100% polyester organza (no nylon!)
Objects to mould the organza with e.g. marbles, stones, glass beads etc
Aluminium foil to pleat the organza and wrap the sample
Large pot of water and stove
Heat set thermoplastics are sometimes used in decorative cushions or lamp shades due to their semi-transparent nature.
Here are some interesting samples which we saw in class:
Mould, fold or manipulate the polyester organza using objects (e.g. marbles, stones) and secure with elastic bands. Alternatively, pleat and fold the polyester organza between sheets of plastic, paper or aluminium foil. Fold the organza into multiple layers to get a repeated pattern over a larger area of fabric. The sample below is folded into 4 layers.
Wrap up the object in aluminium foil before boiling and steaming in hot water.
Unwrap the foil and let the organza cool down in the desired shape. Do not hang the fabric or remove the rubber bands or marbles when still warm, as this will loosen its shape.
Remove the rubber bands and mould objects when dry.
For my final project, I imitated the shape of the pine cone petal using thermoplastics. I wrapped organza around different sizes of disposable spoons to simulate the different petal sizes.

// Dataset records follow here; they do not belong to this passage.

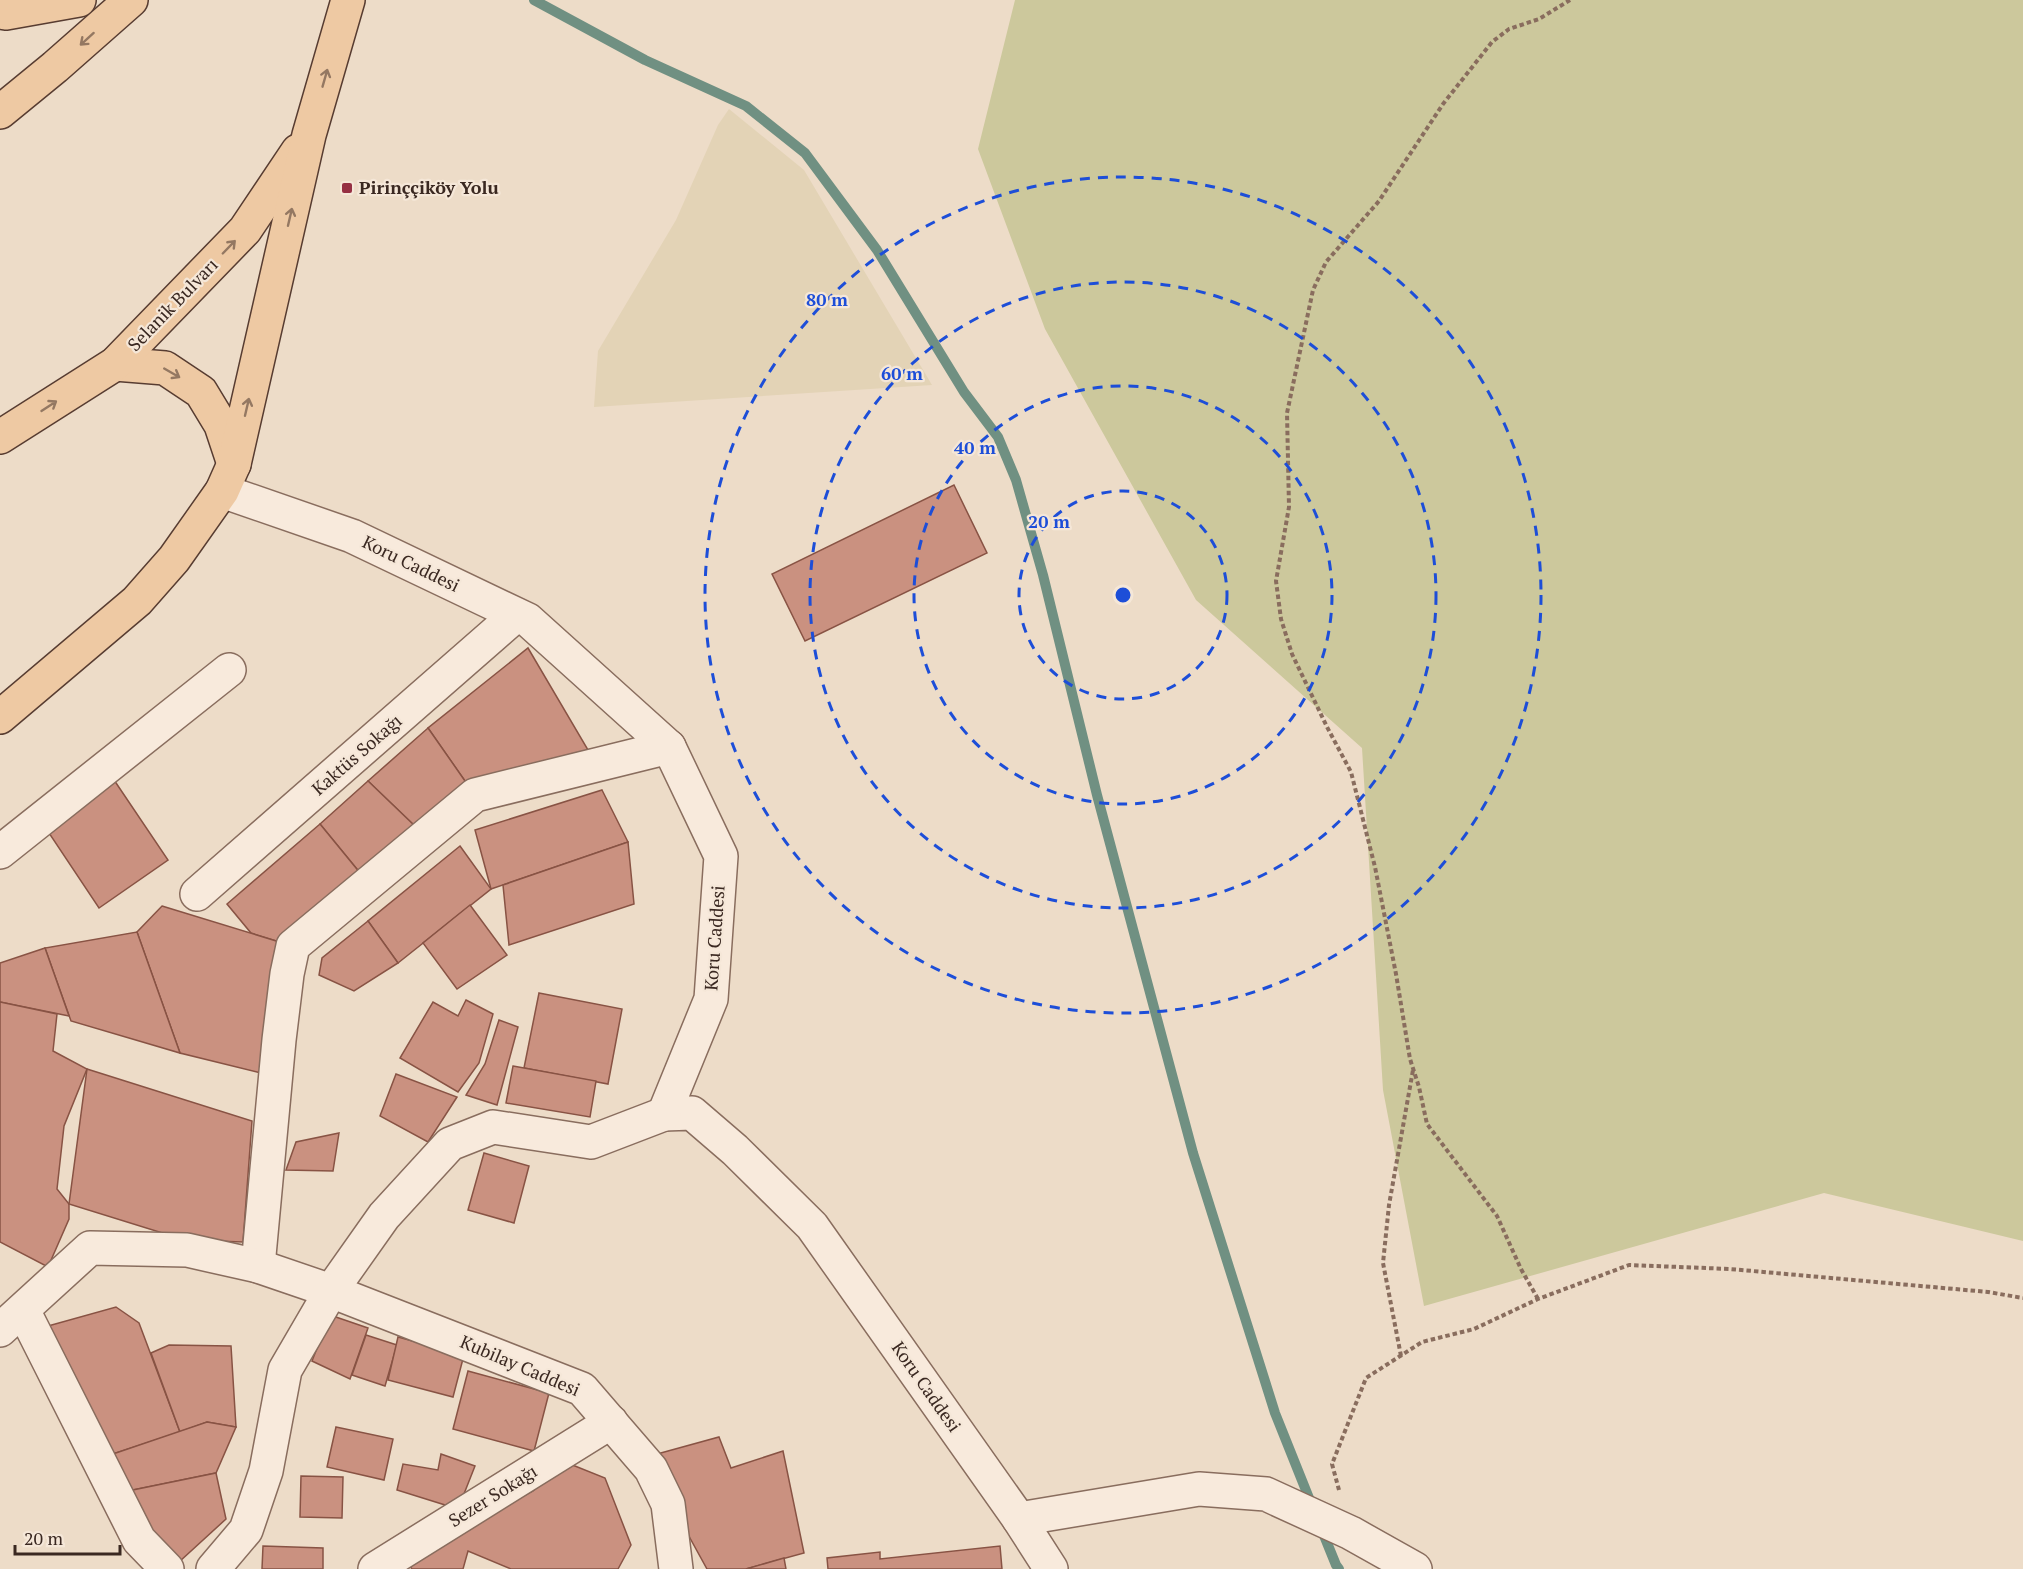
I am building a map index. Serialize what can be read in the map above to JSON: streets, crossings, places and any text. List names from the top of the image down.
{
  "streets": {
    "main road": ["Selanik Bulvarı"],
    "street": [
      "Koru Caddesi",
      "Kaktüs Sokağı",
      "Kubilay Caddesi",
      "Sezer Sokağı"
    ]
  },
  "crossings": [
    ["Koru Caddesi", "Kaktüs Sokağı"],
    ["Kubilay Caddesi", "Sezer Sokağı"]
  ],
  "places": {
    "transit": ["Pirinççiköy Yolu"]
  },
  "scale_bar": "20 m",
  "rings": [
    "80 m",
    "60 m",
    "40 m",
    "20 m"
  ]
}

This technique of manipulating thermoplastics with heat is very interesting and enjoyable! It allows us to create organic shapes and mould a soft fabric into a rigid semi-translucent form. There are endless possibilities!
PVC plastic sheet
Objects to form around
Cut out an appropriate size of PVC sheet. The vacuum forming machine has 2 default sizes. Use objects with a concave shape so that they can be removed after forming such as domes (Spheres can’t be removed!). Vacuum forming can be used to create moulds for other materials such as latex and resin.
Knitting is a very popular and widely-loved technique of manipulating yarn to create a soft, warm fabric. This is done by looping the yarn with needles to create multiple rows of stitches and purls.

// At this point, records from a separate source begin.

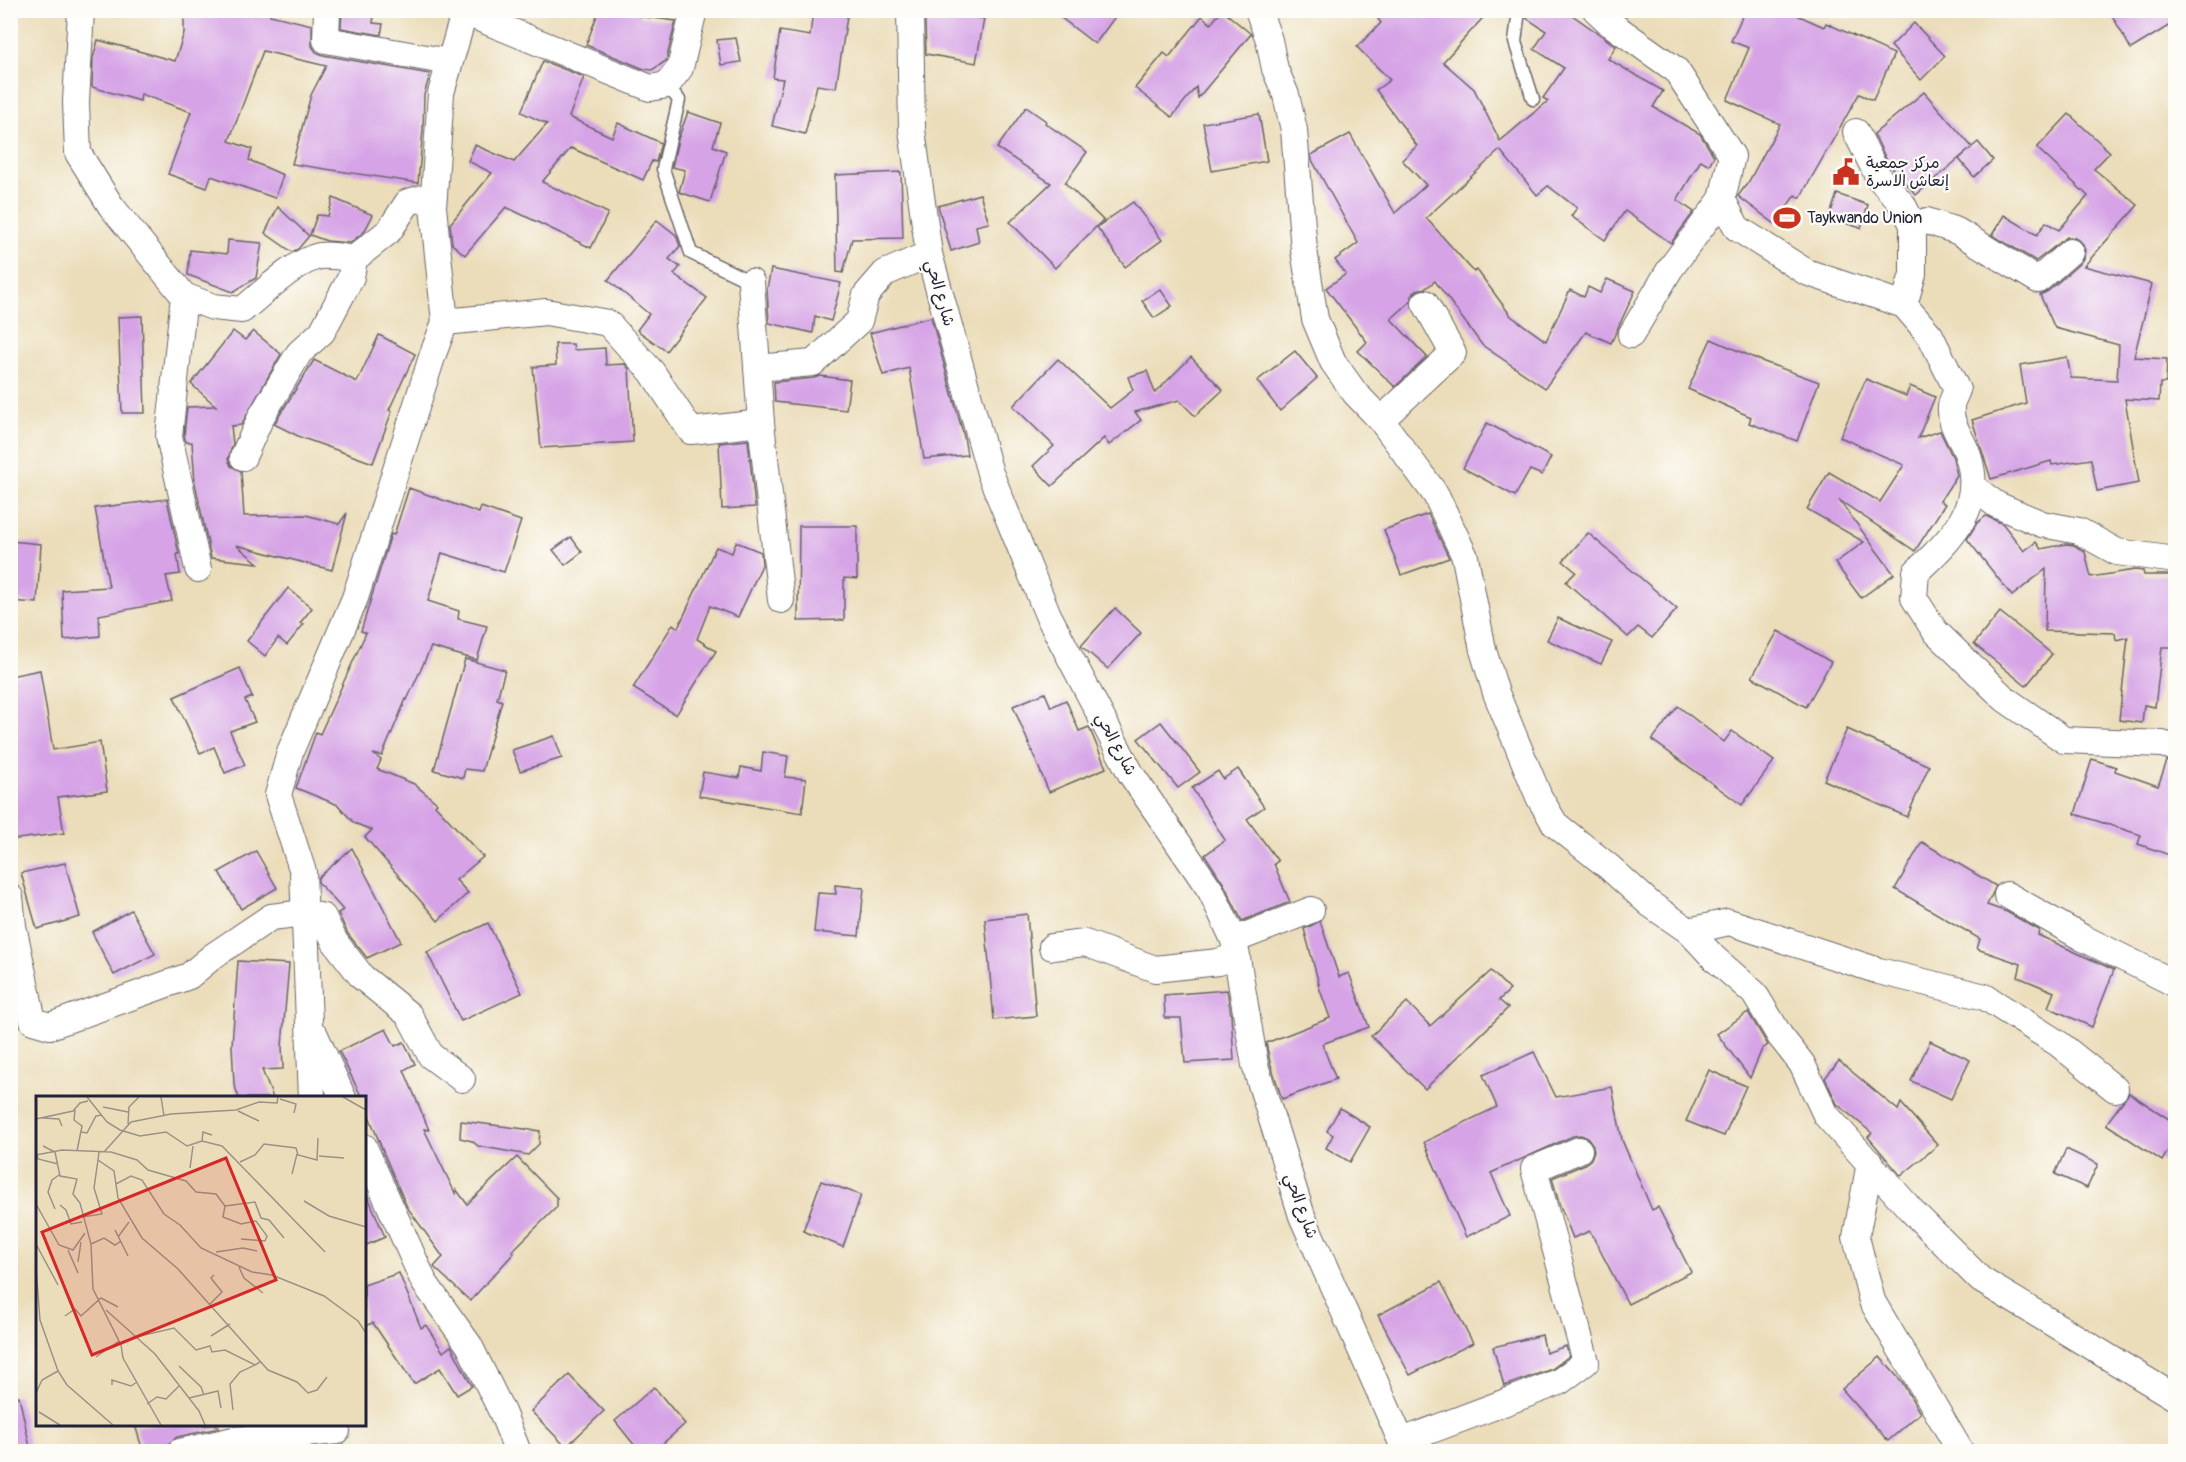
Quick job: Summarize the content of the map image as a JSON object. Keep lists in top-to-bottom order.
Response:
{
  "streets": {
    "street": ["شارع الحي"]
  },
  "places": {
    "public building": ["مركز جمعية إنعاش الاسرة"],
    "sports": ["Taykwando Union"]
  }
}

Wool or Acrylic yarn of any size or colour
Knitting needles (size will depend on yarn chosen)
Knitting basically consists of making knit and purl stitches in a variety of patterns. The number of repeated knit and purl stitches create different knit patterns such as stockinette, garter and ribbing.

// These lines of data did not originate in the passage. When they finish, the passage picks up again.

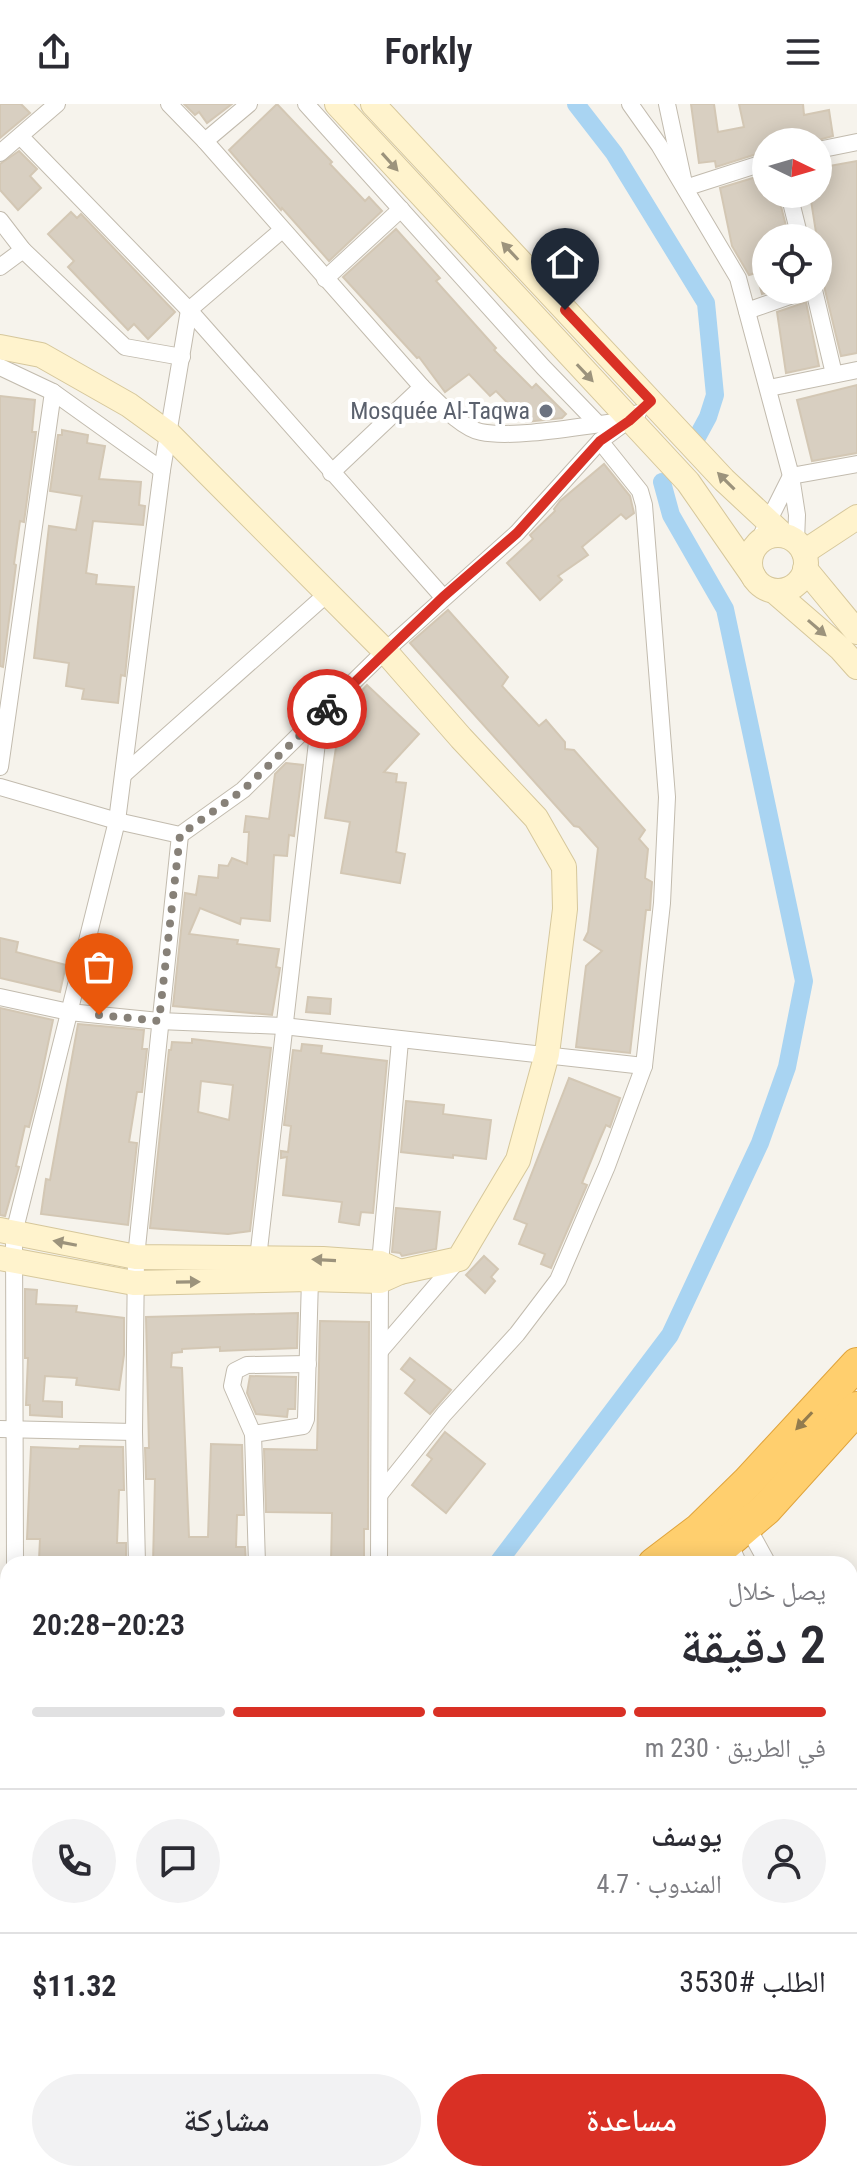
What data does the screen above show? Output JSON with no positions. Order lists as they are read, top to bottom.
{
  "places": ["Mosquée Al-Taqwa"],
  "north": "right",
  "page": {
    "header": "Forkly",
    "heading": ["2 دقيقة", "يصل خلال", "20:23–20:28"],
    "panel": [
      "يوسف",
      "المندوب · 4.7",
      "الطلب #3530",
      "$11.32"
    ],
    "bar": "في الطريق · 230 m",
    "buttons": ["مساعدة", "مشاركة"]
  }
}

Continuous knit or purl stitch creates a garter pattern which is the same on both sides.
After getting comfortable with purling, I tried to combine knit and purl to create a stockinette pattern.
When adding different yarns, I also tried switching needle sizes to suit the larger yarns. Introduce the new yarn colour on a knit row to create a smooth transition between colours.
I also tried to knit ribbing but this could be neater with more practice!
Experimentation: Knitting with unconventional materials
I attempted to knit with a fine jewellery wire but it did not work out beyond a few rows as the wire formed kinks and lacked elasticity, making it difficult to loop and manipulate.
Instead, I tried weaving the wire together with wool yarn to form a new 3-coloured yarn with white yarn, charcoal grey yarn and golden wire.
I used this 3-coloured yarn to knit a sample which was soft to the touch yet stiff due to the wire coil.
The next unconventional material I experimented with was knitting with plastic, specifically a used correction tape plastic film and nylon string.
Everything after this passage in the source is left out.